The Celebrity Bulletin
- The week of January 2, 1956, international edition of the Bulletin
- Categories: Celebrity
- Frequency: Daily
- Founder: Earl Blackwell and Ted Strong
- First issue: 1952 (73 years ago)
- Country: United States
- Website: https://www.celebrity-bulletin.co.uk/

= The Celebrity Bulletin =

U.S. daily magazine

The Celebrity Bulletin is a magazine which reports on people in the arts, business, education, politics, religion, science and sports. It was founded by society impresario Earl Blackwell (1909–1995) in 1952. Originally a weekday (New York) or thrice weekly (Paris, London, Hollywood and Rome) four-page magazine, it is now published bi-weekly. International versions, published weekly, are also available.

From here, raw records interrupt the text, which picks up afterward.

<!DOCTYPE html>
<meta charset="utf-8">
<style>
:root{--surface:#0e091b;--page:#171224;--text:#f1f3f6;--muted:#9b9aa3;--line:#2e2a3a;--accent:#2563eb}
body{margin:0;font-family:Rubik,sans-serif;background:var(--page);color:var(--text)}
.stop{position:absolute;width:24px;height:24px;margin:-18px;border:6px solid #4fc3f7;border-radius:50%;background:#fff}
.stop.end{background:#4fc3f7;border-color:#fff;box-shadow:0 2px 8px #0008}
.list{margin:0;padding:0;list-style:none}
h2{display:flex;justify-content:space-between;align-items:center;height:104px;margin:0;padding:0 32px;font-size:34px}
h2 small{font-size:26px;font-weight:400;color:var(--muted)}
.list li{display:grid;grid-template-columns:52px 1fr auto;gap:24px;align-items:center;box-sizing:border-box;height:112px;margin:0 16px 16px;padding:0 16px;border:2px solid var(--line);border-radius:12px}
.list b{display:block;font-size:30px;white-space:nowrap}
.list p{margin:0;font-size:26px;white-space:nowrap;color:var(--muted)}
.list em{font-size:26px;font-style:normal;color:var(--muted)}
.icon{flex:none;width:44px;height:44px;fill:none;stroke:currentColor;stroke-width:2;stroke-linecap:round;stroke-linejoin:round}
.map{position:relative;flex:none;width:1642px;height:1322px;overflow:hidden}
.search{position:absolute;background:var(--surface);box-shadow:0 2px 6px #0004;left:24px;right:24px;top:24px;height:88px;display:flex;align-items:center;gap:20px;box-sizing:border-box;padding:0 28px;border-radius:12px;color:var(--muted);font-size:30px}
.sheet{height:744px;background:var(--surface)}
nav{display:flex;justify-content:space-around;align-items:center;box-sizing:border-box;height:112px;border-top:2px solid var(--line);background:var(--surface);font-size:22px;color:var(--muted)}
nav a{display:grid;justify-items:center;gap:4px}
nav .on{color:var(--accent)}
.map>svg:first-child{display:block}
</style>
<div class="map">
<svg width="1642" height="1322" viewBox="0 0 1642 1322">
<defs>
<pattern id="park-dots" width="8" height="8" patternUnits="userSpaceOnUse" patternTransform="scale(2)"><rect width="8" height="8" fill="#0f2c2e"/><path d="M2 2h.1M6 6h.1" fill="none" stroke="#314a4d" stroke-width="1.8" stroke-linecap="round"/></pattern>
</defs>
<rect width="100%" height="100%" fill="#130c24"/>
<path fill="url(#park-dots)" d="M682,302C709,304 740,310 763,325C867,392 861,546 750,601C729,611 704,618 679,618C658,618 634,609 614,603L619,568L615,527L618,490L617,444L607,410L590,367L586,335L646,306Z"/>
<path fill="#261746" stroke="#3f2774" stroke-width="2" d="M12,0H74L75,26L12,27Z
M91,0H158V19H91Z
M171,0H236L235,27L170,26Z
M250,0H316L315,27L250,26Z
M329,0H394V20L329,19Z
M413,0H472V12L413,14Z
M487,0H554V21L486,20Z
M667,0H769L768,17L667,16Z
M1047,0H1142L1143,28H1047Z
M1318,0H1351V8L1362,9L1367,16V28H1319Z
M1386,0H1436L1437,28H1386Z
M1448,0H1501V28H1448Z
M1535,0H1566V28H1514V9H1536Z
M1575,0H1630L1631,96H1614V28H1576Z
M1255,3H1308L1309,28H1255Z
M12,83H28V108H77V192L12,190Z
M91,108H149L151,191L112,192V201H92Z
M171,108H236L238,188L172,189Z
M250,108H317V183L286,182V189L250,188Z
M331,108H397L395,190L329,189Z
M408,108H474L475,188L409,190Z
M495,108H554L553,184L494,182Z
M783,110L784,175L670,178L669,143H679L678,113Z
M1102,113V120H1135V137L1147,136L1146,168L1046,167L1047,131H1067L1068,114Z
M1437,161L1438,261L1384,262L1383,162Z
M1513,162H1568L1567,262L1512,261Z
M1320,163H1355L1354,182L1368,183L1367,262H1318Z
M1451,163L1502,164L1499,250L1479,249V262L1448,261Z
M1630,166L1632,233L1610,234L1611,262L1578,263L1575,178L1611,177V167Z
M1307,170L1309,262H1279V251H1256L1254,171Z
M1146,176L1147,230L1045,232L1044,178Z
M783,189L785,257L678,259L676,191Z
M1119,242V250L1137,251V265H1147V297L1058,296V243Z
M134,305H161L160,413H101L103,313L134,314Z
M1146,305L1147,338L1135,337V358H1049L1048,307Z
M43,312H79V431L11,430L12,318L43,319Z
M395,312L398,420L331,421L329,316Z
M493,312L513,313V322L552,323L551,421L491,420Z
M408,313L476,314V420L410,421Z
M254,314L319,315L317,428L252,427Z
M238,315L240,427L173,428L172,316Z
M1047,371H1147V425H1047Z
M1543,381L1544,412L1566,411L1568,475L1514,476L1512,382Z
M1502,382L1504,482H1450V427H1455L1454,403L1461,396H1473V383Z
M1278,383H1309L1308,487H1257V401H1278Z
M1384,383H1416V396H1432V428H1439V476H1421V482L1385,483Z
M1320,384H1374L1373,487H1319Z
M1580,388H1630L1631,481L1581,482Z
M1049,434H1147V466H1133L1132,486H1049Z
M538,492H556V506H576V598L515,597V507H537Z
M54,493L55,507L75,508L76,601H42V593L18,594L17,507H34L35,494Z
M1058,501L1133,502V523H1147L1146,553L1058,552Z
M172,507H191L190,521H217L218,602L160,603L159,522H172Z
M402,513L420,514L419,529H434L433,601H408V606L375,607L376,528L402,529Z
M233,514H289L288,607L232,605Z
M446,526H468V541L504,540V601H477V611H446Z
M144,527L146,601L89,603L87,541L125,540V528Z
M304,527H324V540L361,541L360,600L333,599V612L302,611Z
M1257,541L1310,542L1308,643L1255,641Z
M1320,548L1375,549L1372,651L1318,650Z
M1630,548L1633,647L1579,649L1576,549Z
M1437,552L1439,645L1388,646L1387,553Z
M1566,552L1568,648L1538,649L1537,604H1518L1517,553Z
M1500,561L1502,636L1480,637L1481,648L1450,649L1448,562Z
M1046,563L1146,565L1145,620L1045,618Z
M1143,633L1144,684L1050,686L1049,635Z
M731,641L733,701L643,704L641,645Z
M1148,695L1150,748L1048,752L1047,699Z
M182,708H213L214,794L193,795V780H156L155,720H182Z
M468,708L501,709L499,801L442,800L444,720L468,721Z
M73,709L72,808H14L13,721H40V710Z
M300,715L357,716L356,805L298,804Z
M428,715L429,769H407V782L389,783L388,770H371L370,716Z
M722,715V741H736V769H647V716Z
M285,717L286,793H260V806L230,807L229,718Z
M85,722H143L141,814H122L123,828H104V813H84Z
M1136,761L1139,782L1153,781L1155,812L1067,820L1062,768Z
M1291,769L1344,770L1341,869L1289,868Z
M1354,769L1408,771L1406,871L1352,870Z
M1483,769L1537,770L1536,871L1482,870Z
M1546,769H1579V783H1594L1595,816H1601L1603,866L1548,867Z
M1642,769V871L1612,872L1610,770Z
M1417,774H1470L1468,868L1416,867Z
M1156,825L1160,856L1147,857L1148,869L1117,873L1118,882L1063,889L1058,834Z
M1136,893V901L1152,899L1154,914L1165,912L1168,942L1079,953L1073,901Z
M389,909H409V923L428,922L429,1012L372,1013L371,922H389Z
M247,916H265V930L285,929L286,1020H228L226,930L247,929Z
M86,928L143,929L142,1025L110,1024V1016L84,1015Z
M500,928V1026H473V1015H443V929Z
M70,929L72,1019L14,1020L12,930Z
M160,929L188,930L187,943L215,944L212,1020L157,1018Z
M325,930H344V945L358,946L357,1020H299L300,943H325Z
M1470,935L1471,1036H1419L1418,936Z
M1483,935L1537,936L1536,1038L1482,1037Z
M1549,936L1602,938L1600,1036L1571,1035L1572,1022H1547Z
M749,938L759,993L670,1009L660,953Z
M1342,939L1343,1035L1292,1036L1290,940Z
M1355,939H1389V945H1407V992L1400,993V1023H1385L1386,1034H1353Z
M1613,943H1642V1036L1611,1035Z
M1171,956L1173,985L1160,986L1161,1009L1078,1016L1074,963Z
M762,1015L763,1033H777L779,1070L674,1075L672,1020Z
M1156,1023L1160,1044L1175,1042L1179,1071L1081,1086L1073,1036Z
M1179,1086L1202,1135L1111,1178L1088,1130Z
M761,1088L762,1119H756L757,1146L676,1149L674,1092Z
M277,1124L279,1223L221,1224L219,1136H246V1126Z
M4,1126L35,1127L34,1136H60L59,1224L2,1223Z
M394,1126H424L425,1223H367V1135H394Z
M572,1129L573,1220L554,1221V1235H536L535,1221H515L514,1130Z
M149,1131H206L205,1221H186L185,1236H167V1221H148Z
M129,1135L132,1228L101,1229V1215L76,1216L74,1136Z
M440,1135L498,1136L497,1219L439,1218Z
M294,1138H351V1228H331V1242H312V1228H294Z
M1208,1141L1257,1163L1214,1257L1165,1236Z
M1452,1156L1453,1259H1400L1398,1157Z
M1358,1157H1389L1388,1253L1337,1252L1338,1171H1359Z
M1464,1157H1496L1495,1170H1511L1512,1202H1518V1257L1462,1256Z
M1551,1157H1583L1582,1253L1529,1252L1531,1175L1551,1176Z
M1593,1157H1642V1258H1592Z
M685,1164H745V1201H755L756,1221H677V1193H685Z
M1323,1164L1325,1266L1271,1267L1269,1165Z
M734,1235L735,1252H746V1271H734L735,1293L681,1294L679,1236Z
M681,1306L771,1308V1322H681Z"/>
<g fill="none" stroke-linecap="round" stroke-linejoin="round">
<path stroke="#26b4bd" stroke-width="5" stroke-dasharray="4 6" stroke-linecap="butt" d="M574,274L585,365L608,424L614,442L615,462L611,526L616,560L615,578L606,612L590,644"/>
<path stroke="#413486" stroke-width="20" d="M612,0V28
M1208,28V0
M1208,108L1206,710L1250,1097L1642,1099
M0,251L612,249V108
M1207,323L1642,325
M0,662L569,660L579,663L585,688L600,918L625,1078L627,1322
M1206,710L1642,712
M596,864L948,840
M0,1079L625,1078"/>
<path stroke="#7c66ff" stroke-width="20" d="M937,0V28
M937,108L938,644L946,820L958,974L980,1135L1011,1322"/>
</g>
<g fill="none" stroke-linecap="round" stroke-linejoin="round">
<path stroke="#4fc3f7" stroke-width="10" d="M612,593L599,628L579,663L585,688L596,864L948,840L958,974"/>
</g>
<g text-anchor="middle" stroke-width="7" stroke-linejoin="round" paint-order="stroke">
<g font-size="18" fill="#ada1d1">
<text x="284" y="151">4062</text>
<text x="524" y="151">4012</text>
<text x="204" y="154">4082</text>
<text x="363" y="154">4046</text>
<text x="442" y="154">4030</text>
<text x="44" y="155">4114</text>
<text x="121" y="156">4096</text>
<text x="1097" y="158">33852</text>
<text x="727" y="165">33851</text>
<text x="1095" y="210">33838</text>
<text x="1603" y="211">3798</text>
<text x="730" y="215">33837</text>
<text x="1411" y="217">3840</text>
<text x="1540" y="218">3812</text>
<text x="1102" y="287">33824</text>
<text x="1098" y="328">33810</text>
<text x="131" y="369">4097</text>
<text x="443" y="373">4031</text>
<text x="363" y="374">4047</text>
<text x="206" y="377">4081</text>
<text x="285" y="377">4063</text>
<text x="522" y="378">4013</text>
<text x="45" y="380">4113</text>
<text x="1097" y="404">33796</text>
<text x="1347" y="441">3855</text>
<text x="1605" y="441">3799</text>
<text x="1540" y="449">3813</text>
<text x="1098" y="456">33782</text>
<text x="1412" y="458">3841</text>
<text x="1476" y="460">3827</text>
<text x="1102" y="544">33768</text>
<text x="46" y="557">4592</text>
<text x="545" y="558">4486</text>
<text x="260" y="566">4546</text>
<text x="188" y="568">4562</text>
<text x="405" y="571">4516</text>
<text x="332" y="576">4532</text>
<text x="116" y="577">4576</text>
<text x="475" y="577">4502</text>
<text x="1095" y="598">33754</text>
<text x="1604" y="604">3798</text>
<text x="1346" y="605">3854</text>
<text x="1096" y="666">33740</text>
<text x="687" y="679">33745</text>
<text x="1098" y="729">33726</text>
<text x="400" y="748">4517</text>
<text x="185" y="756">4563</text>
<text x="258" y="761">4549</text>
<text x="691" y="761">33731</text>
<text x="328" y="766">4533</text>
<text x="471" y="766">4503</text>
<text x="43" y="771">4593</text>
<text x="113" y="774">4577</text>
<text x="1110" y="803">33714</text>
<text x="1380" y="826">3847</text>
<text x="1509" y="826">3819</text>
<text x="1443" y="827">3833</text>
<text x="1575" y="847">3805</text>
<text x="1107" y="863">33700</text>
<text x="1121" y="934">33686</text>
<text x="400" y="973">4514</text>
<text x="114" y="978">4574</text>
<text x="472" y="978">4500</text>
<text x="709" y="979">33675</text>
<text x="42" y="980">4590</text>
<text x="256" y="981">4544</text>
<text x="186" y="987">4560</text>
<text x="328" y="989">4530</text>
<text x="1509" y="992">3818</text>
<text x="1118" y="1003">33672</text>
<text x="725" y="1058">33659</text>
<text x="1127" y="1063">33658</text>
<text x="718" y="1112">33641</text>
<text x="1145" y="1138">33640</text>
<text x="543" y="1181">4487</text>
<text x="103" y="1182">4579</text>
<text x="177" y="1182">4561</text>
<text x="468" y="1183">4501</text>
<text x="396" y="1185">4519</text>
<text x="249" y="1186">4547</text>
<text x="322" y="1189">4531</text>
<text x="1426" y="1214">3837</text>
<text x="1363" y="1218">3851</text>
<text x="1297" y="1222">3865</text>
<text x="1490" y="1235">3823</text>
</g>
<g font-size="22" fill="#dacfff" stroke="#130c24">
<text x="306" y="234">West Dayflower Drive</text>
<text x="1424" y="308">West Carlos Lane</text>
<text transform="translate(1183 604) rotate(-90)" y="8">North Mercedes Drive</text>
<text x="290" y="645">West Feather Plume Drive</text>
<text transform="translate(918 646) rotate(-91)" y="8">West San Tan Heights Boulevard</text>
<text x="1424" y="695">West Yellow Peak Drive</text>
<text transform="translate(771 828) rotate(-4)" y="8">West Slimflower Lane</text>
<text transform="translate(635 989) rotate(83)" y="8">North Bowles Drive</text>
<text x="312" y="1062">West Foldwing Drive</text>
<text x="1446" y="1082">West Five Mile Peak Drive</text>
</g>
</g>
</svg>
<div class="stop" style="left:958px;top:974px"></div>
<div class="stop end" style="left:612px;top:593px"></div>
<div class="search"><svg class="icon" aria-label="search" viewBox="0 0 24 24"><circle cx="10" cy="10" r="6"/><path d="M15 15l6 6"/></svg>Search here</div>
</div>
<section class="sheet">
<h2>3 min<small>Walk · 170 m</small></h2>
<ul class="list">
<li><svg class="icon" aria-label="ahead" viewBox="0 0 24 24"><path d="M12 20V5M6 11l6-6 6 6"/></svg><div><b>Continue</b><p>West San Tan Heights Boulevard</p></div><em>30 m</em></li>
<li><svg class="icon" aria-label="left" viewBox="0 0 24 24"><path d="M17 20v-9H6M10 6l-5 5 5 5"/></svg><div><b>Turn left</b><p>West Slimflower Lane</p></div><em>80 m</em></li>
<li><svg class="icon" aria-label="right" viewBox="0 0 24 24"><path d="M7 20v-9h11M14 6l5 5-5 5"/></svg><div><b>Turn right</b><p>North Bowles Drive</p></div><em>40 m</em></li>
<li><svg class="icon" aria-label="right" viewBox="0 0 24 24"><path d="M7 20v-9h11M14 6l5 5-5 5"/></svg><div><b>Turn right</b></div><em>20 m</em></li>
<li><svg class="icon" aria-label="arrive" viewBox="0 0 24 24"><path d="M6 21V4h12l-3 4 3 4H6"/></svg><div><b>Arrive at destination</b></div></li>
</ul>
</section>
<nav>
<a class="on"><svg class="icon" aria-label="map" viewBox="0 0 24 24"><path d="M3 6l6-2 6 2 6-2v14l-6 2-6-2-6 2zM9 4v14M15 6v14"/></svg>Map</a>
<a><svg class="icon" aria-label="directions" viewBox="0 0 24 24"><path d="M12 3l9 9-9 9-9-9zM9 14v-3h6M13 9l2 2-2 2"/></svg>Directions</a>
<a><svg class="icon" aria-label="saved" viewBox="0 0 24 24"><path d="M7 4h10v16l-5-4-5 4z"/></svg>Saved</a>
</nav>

The magazine is published by Blackwell's Celebrity Service, which initially had offices in New York and Hollywood but later expanded to include London, Paris and Rome. Subscriptions to Celebrity Service cost $12.50 a month, for which the customer receives daily bulletins on celebrity movements. Alternatively, they can phone at any time for "special inside information". The bulletin is now available via the Celebrity Service website.

The magazine's longtime editor, Bill Murray, died in his office of an apparent heart attack on March 2, 2010.